Specifically, first, a cosine similarity sim (v) between the target node and the other nodes is determined based on the second node representation of the target node and the first node representation of the other nodes _i ,v _j ) The target node is any one of all nodes;

the selection strategy of positive samples is important in relation to whether the comparison learning can successfully learn a meaningful node representation. For a given target node v _i Calculating a target node v _i Through a second encoder f _θ Learned second node representationWith other nodes v _j Through the first encoder f _ξ The first node learned represents +>Distance between, i.e. calculate +.>Andcosine similarity of the target node to other nodes is expressed as sim (v _i ,v _j ) The following steps are:

wherein II represents the modulo operation on the vector. Thus, the cosine similarity between the nodes can be calculated.

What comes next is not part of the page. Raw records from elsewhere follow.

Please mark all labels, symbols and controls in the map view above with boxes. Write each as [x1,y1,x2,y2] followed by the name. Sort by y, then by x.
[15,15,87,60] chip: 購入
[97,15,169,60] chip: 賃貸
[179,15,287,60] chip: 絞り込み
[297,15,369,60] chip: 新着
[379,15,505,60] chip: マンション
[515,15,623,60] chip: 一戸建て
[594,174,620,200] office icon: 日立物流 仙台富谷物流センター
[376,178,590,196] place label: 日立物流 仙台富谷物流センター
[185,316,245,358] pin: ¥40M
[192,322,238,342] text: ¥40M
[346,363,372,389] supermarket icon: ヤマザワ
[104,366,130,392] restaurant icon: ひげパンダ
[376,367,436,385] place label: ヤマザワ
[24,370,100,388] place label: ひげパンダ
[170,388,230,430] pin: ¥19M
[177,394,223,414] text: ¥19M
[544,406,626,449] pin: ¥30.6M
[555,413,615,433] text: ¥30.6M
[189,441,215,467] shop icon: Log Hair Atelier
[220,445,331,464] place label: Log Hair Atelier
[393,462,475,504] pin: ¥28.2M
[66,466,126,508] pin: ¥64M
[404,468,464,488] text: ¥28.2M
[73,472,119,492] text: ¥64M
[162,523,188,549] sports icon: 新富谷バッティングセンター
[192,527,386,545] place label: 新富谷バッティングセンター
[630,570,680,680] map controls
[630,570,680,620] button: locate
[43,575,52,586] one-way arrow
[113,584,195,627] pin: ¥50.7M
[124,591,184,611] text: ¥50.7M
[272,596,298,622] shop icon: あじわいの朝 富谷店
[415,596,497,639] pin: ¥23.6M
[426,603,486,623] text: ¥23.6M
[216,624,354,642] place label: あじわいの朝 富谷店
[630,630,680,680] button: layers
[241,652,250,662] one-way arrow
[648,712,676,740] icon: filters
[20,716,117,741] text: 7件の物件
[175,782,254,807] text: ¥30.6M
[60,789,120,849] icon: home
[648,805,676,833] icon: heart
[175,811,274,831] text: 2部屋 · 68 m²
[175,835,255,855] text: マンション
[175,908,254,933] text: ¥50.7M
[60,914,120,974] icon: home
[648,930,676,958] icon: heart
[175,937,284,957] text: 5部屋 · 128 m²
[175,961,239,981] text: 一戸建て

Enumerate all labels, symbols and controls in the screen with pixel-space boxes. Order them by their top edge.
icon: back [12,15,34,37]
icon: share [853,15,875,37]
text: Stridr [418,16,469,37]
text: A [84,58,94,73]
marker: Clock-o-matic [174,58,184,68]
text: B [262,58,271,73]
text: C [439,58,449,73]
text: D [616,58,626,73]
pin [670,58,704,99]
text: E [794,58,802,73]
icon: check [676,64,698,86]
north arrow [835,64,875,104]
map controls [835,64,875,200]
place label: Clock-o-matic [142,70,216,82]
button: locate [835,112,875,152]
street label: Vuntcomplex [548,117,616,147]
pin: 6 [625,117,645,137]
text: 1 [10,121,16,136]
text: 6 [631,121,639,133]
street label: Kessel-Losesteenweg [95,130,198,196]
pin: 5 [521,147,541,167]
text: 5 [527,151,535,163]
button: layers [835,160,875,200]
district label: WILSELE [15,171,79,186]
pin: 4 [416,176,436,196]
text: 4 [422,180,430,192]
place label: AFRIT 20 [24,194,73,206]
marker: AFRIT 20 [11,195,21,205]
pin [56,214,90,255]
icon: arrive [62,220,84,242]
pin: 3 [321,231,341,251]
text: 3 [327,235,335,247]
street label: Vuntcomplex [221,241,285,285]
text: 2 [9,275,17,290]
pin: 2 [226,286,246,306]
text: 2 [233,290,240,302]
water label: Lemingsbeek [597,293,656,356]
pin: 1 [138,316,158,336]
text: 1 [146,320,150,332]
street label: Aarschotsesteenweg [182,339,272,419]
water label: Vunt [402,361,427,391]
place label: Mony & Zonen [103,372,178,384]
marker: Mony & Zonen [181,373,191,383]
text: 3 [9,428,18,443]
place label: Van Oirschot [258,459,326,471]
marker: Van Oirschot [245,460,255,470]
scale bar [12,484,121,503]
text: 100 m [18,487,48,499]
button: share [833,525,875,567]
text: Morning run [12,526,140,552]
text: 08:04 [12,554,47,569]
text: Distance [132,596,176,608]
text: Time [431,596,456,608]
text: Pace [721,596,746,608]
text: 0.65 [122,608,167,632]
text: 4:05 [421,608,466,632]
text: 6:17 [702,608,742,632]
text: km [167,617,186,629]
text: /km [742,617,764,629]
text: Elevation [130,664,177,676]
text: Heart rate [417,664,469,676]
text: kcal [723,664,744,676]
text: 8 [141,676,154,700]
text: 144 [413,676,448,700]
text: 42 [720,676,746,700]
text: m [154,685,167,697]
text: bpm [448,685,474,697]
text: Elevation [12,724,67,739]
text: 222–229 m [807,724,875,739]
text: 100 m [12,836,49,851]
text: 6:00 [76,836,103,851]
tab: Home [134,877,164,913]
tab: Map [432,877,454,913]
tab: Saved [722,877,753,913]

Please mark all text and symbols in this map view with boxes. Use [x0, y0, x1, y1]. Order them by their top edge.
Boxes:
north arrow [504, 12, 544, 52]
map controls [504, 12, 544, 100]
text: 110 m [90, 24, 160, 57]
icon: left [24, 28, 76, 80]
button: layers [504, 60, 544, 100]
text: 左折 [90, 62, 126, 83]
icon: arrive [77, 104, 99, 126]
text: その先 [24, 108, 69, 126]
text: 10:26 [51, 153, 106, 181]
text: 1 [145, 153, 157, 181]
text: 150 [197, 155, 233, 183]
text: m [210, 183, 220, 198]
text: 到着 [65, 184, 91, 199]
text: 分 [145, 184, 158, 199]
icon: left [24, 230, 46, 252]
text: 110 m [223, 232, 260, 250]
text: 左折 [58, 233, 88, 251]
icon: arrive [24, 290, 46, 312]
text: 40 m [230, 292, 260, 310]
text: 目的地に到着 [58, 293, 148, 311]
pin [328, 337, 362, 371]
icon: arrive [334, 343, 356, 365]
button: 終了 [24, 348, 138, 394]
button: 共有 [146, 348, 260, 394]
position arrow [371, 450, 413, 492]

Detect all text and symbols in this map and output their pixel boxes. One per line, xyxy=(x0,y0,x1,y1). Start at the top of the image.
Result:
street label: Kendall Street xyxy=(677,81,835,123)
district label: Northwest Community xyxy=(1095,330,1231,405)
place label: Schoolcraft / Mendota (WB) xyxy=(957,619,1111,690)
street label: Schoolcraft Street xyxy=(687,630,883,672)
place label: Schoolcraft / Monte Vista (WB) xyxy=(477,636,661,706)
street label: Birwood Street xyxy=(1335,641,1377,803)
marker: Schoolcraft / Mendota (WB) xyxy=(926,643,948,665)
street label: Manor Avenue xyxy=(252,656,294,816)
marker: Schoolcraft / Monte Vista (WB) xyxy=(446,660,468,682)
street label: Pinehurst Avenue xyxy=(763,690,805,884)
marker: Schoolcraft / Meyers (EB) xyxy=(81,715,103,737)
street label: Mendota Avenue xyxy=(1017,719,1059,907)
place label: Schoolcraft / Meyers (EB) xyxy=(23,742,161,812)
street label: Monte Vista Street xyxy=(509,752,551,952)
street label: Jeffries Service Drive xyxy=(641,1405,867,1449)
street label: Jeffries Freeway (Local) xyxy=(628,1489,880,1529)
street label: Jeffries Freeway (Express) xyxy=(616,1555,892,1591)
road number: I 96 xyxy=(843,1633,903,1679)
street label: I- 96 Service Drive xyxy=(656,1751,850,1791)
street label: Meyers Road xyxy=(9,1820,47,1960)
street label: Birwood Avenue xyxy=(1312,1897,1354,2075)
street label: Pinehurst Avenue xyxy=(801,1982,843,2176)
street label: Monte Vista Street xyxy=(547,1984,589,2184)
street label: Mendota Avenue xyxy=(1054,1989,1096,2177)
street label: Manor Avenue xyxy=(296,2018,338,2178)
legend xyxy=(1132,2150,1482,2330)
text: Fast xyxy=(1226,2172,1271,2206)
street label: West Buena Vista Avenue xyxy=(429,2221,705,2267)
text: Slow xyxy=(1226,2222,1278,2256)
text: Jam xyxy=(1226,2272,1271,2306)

After the cosine similarity between each target node and other nodes is obtained, determining a K-neighbor node set N of each target node _i The method comprises the steps of carrying out a first treatment on the surface of the Representing a set of K-neighbor nodes as N _i The present embodiment determines the K-Neighbor node set based on the known steps of the KNN (K-Nearest Neighbor) algorithm, and will not be described in detail herein. K-neighbor node set N _i Node and v in (2) _i Is spatially adjacent in representation, so N _i Can be taken as v _i And (3) reasonably selecting a positive sample set.

Considering only nearest neighbors in the representation space may not only ignore the original structural information in the adjacency graph, but may also ignore the global semantic information of the graph. Based on this, the present embodiment also designs a Local semantic Positive sample (Local Positive) and a Global semantic Positive sample (Global Positive) to capture the target node v, respectively _i Positive samples in local and global semantic contexts.

The embodiment sets the target node in the K-neighbor node set N _i The intersection with the neighbor node in the adjacency graph is determined to be a local semantic positive sample; the local semantic positive sample is denoted as L _i The following steps are:

L _i ＝N _i ∩A _i

wherein A is _i Representing neighbor nodes in the adjacency graph G. Local semantic positive sample L _i In K-neighbor node set N _i On the basis of which local semantic information between nodes is considered.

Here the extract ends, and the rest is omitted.